[Data entries]
++++

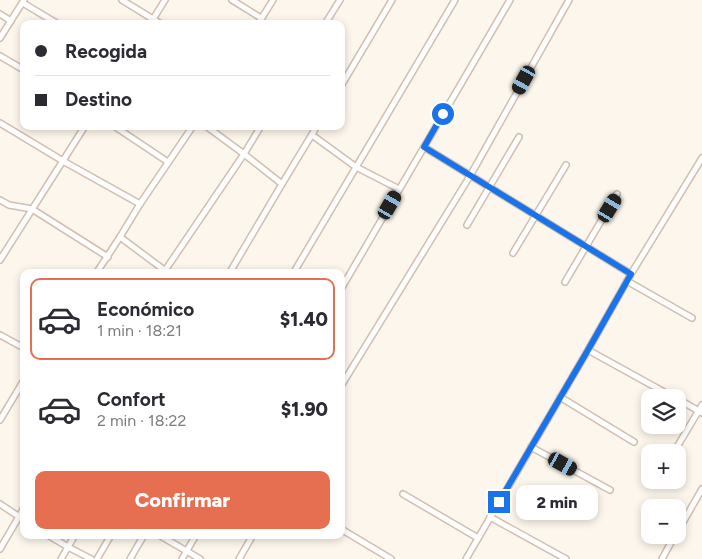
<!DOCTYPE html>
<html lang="es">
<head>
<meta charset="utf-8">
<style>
  body { margin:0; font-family:Figtree,sans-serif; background:#f2f2f3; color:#2b2b33; height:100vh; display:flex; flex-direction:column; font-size:19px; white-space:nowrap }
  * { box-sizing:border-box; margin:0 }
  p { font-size:16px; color:#7c7c81 }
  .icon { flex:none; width:28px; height:28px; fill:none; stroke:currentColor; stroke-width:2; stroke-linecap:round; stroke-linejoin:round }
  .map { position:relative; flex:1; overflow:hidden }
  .panel { position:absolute; left:20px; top:269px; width:325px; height:270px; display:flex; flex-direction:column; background:#fff; border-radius:10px; box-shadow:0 2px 8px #0003 }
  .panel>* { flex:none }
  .banner { position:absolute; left:20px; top:20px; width:325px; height:110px; border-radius:10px; box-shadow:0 2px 8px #0003; display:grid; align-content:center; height:110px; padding:0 15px; background:#fff }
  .controls { position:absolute; left:641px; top:389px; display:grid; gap:10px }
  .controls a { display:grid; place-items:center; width:45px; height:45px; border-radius:10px; background:#fff; box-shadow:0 2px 8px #0003; font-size:25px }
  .end { position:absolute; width:22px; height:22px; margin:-11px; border:6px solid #1a73e8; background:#fff; box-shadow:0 0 0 2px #fff }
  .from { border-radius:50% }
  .bubble { position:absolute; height:35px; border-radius:10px; background:#fff; box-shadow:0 2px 8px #0003; font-size:16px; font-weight:800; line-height:35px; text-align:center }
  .car { position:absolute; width:15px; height:30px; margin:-15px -8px; border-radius:6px; box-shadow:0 0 4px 1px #0007; background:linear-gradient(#222 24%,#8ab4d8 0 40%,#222 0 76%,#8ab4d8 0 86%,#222 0) }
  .banner b { display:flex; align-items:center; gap:18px; height:48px; font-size:19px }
  .banner b+b { border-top:1px solid #e1e1e2 }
  .banner i { width:12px; height:12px; background:#2b2b33 }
  ul { padding:9px 0 0; list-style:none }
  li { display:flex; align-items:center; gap:15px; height:82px; margin:0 10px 8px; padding:0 5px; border:2px solid transparent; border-radius:10px }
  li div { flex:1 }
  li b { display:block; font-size:19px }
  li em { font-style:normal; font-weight:800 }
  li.current { border-color:#e76f51 }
  li>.icon { width:45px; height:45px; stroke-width:1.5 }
  .cta { display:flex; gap:10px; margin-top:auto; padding:10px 15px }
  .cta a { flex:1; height:58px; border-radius:10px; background:#e76f51; color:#fff; font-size:20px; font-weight:800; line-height:58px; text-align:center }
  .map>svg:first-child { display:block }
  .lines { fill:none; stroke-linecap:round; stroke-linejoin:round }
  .minor-casing { stroke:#d1beb0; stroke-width:8 }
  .minor { stroke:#fff; stroke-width:5 }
  .route { stroke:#1a73e8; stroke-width:6 }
</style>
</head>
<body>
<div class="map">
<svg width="702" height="559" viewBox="0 0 702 559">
  <rect width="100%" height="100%" fill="#fdf6ec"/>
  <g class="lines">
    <defs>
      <g id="minor">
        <polyline points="122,0 161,24"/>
        <polyline points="232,0 261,18"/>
        <polyline points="23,3 58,24"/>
        <polyline points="0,14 11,21"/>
        <polyline points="150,24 165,0"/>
        <polyline points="258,24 273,0"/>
        <polyline points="325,24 340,0"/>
        <polyline points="0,38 24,0"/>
        <polyline points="0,56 24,70"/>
        <polyline points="341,86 392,0"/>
        <polyline points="0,123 63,161 140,204"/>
        <polyline points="114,126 168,162"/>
        <polyline points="206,126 244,154 282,184"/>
        <polyline points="312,135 356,167 399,189"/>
        <polyline points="424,147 631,274"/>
        <polyline points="0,200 9,205 32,209 108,257"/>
        <polyline points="467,225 519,137"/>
        <polyline points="120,237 167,272"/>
        <polyline points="513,253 566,165"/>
        <polyline points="0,260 85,126"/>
        <polyline points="97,272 120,237 140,204 193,126"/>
        <polyline points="164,272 244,154 261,126"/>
        <polyline points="230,272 282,184 317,126"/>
        <polyline points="294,272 455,0"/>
        <polyline points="627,281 692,318"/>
        <polyline points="565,282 617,194"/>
        <polyline points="341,289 510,0"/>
        <polyline points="0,335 24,348"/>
        <polyline points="588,350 675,398"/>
        <polyline points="341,386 470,176 569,0"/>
        <polyline points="560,397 634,442"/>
        <polyline points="678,399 702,413"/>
        <polyline points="0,420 24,380"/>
        <polyline points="531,447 610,490"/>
        <polyline points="674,452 702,405"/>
        <polyline points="403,494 478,538"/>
        <polyline points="0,504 24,520"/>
        <polyline points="490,517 566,559"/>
        <polyline points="341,529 391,559"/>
        <polyline points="678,531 702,489"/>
        <polyline points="48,535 68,547 91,559"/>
        <polyline points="159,535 200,559"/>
        <polyline points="0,549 24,508"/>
        <polyline points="61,559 75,535"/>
        <polyline points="97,559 111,535"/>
        <polyline points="130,559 144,535"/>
        <polyline points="182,559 196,535"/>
        <polyline points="239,559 253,535"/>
        <polyline points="466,559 588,350 631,274 702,158"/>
        <polyline points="662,559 675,535"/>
      </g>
    </defs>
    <!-- minor casing -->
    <use href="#minor" class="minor-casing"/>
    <!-- minor -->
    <use href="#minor" class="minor"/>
  </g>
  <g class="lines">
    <!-- route -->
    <polyline class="route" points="443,114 424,147 631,274 588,350 499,502"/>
  </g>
</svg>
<div class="controls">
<a><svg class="icon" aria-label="layers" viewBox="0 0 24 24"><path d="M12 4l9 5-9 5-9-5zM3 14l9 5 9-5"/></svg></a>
<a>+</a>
<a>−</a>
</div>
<i class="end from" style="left:443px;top:114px"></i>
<i class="end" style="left:499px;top:502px"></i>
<div class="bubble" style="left:516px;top:485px;width:82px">2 min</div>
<i class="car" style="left:524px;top:80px;rotate:209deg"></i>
<i class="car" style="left:390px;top:205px;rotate:30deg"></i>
<i class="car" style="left:610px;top:208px;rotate:31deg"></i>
<i class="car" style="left:563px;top:464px;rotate:119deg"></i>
<div class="banner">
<b><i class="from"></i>Recogida</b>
<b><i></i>Destino</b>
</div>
<section class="panel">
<ul>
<li class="current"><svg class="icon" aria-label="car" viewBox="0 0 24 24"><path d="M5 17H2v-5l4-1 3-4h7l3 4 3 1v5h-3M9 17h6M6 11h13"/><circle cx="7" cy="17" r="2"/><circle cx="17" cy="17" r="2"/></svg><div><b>Económico</b><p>1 min · 18:21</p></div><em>$1.40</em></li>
<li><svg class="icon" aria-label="car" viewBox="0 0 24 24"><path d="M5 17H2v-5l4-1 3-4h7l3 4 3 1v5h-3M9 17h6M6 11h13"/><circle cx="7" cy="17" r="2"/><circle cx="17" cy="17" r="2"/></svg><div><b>Confort</b><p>2 min · 18:22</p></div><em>$1.90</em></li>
</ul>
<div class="cta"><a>Confirmar</a></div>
</section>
</div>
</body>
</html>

++++

### Your objective
Collect every line with the string "linecap" from the records, and copy each.

### Answer section
  .icon { flex:none; width:28px; height:28px; fill:none; stroke:currentColor; stroke-width:2; stroke-linecap:round; stroke-linejoin:round }
  .lines { fill:none; stroke-linecap:round; stroke-linejoin:round }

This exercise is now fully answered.